GPS の端末を持ったジェーンの指示に従って飛ぶ。

 北に少し移動すると海上に出る。

 高度500メートルで下を見る。

 背中のジェーンが指差して俺に言う。

「あの船。大きなクルーザー」

 船は東にゆっくりと進み、ヴィクトリア・ハーバーに向かっている。

 ジェーンが言う。

「多分、8時からの光のショー『シンフォニー・オブ・ライツ』を見る積もりね。今、7時50分よ」

「じゃあ、金正恩と一緒にショーを見るか」

 

 高度を下げてクルーザーに近づく。

 アッパーデッキに金正恩らしき人物と両脇に女。警護らしき2人。

 下の後部デッキには見張りが2人。

 後部デッキに向かい、見張りの2人の動きを念力で止める。

 デッキに降り立つと、ジェーンはサイレンサーを付けたグロックで、2人の眉間を無表情で撃ち抜いた。 

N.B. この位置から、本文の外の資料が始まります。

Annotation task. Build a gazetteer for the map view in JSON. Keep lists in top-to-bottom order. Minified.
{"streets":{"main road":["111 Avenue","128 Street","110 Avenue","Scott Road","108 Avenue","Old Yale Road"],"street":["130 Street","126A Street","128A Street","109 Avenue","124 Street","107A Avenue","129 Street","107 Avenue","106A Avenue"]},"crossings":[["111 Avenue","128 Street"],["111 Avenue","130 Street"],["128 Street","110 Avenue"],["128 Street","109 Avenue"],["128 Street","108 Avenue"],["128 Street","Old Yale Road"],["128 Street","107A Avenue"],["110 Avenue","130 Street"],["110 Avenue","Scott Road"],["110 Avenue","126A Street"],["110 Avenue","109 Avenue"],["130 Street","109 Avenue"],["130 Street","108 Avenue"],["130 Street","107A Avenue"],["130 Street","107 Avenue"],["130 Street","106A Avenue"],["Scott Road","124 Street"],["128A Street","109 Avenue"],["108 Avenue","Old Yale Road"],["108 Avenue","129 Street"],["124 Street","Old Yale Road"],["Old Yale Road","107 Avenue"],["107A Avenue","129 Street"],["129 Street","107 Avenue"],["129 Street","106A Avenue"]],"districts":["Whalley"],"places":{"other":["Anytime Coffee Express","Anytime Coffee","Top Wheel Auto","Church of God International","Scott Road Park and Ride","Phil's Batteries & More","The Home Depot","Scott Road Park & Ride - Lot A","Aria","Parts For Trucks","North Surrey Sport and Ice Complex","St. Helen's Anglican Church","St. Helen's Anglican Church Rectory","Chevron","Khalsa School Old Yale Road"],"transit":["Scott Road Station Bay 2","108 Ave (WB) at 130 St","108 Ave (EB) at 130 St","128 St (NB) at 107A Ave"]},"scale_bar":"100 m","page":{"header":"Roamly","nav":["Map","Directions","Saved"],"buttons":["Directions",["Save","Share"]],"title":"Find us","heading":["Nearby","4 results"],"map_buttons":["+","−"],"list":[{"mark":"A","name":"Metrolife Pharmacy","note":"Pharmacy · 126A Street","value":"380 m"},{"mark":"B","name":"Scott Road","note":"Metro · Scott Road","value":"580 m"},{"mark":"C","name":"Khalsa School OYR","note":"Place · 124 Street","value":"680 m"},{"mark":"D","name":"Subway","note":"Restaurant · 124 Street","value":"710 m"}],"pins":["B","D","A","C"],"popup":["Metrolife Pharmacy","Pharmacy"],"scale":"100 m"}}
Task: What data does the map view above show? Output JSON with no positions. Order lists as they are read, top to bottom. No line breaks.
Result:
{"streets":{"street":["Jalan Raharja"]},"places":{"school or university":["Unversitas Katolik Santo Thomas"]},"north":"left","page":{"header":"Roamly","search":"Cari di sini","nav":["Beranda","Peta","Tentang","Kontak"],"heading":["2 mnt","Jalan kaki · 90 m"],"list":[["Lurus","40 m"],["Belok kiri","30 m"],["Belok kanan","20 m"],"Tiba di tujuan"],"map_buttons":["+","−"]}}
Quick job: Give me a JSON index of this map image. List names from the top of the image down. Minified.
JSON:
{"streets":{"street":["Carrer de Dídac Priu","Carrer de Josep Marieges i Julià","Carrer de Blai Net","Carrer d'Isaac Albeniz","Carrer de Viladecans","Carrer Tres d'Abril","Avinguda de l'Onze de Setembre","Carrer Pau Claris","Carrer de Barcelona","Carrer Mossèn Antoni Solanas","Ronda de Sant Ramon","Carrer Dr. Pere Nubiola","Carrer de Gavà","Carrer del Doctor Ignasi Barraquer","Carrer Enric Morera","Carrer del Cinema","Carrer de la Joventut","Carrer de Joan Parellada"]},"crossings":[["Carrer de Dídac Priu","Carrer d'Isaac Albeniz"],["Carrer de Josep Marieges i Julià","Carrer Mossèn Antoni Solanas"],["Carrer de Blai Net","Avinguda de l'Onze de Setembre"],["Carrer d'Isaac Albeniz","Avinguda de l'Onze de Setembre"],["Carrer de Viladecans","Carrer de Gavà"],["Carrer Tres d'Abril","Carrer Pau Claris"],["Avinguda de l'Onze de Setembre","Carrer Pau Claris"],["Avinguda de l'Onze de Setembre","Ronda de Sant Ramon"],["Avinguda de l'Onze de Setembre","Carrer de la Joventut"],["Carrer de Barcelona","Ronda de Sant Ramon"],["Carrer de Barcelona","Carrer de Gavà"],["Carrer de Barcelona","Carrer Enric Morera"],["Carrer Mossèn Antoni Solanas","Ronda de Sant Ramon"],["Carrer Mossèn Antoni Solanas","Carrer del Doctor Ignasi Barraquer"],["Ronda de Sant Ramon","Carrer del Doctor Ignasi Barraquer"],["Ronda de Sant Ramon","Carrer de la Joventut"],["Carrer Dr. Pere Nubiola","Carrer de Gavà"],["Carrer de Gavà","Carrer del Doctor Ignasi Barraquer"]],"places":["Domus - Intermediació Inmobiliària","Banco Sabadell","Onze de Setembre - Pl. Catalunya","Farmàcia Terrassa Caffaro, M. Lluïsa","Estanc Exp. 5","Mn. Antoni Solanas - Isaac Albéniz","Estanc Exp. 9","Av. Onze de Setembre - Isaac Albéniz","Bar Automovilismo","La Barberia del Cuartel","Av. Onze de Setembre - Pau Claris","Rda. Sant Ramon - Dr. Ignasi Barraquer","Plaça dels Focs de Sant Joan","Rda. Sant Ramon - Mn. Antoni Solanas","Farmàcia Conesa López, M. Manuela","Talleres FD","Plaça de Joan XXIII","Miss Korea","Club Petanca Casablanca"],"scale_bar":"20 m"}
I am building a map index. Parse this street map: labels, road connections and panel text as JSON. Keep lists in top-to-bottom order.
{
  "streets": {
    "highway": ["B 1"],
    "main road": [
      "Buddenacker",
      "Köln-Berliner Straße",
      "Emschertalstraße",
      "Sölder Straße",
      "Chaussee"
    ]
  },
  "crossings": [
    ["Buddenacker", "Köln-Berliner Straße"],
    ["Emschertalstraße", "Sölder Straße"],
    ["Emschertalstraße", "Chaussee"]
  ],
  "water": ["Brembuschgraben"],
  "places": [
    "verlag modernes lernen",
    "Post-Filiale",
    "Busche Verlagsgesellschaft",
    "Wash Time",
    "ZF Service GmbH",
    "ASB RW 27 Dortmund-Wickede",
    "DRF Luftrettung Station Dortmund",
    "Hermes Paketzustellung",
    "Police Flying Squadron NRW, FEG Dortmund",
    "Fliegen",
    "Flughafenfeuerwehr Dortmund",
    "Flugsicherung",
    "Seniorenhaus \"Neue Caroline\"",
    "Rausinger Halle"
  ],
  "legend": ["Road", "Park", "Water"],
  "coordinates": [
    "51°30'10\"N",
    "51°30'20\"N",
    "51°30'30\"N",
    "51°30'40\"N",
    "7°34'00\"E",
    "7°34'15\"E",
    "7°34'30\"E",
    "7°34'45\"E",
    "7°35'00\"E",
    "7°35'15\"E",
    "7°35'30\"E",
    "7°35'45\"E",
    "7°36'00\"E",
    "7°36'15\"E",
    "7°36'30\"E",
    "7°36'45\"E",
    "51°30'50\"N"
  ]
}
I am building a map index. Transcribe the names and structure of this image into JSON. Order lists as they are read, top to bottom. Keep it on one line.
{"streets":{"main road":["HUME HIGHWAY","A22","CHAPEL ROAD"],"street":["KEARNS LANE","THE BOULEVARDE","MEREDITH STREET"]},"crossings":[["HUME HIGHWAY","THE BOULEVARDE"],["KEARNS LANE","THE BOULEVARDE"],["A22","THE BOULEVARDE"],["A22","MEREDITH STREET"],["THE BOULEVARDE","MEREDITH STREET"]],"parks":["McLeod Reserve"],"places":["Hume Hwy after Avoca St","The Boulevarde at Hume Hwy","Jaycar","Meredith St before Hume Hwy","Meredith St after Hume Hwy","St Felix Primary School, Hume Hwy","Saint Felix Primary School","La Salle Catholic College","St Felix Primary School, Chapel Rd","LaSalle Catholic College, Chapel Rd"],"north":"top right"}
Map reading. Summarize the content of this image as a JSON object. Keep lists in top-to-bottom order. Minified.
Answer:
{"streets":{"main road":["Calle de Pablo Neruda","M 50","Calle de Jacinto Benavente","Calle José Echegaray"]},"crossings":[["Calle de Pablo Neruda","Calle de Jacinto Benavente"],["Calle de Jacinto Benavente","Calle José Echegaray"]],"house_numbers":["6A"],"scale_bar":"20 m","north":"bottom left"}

 微かな音を聞き付けた男がキャビンから出てくるがジェーンに頭を撃ち抜かれる。

 アッパーデッキに上がった俺は銃を持った2人を光の玉で片付ける。

 女達が悲鳴を上げると、俺の後から上がって来たジェーンが彼女らの頭を撃ち抜いた。

 いい女だったのに。 

 金正恩は椅子の上に転がり、口から泡を吹きながら何か言っている。


 クルーザーは、何も知らないキャビン内のキャプテンによってヴィクトリア・ハーバーの中央付近に向かって微速で進む。

 

 光のショーが始まった。

 香港島からレーザー光線によって夜空が彩られる。

 

 アッパーデッキの椅子に金正恩と並んで座った。

 震える金正恩の髪の毛を掴んで言う。

「久しぶりだな。一緒にショーを見ようか」

 金正恩と反対側にジェーンを座らせて肩を抱く。ジェーンに言う。

「2人だけで見たかったな、このショー」

 ショーは僅か10分ちょっとで終わってしまったが見事な演出だった。

 金正恩に言う事をジェーンが通訳する。

「お前はバカだな。日本に手を出すなって、この前言っただろ」

 金正恩の震えが止まらない。

 顔を俺に向けさせて言う。

「溺死したいか?それとも死んでから海に入るか?」

「何でもするから助けてくれ」


 ホテルの部屋に連れて帰る。秘密裏に香港に来ていた金正恩の警護は手薄だった。港からホテルまではペニンシュラホテルのロールスロイスが送迎する。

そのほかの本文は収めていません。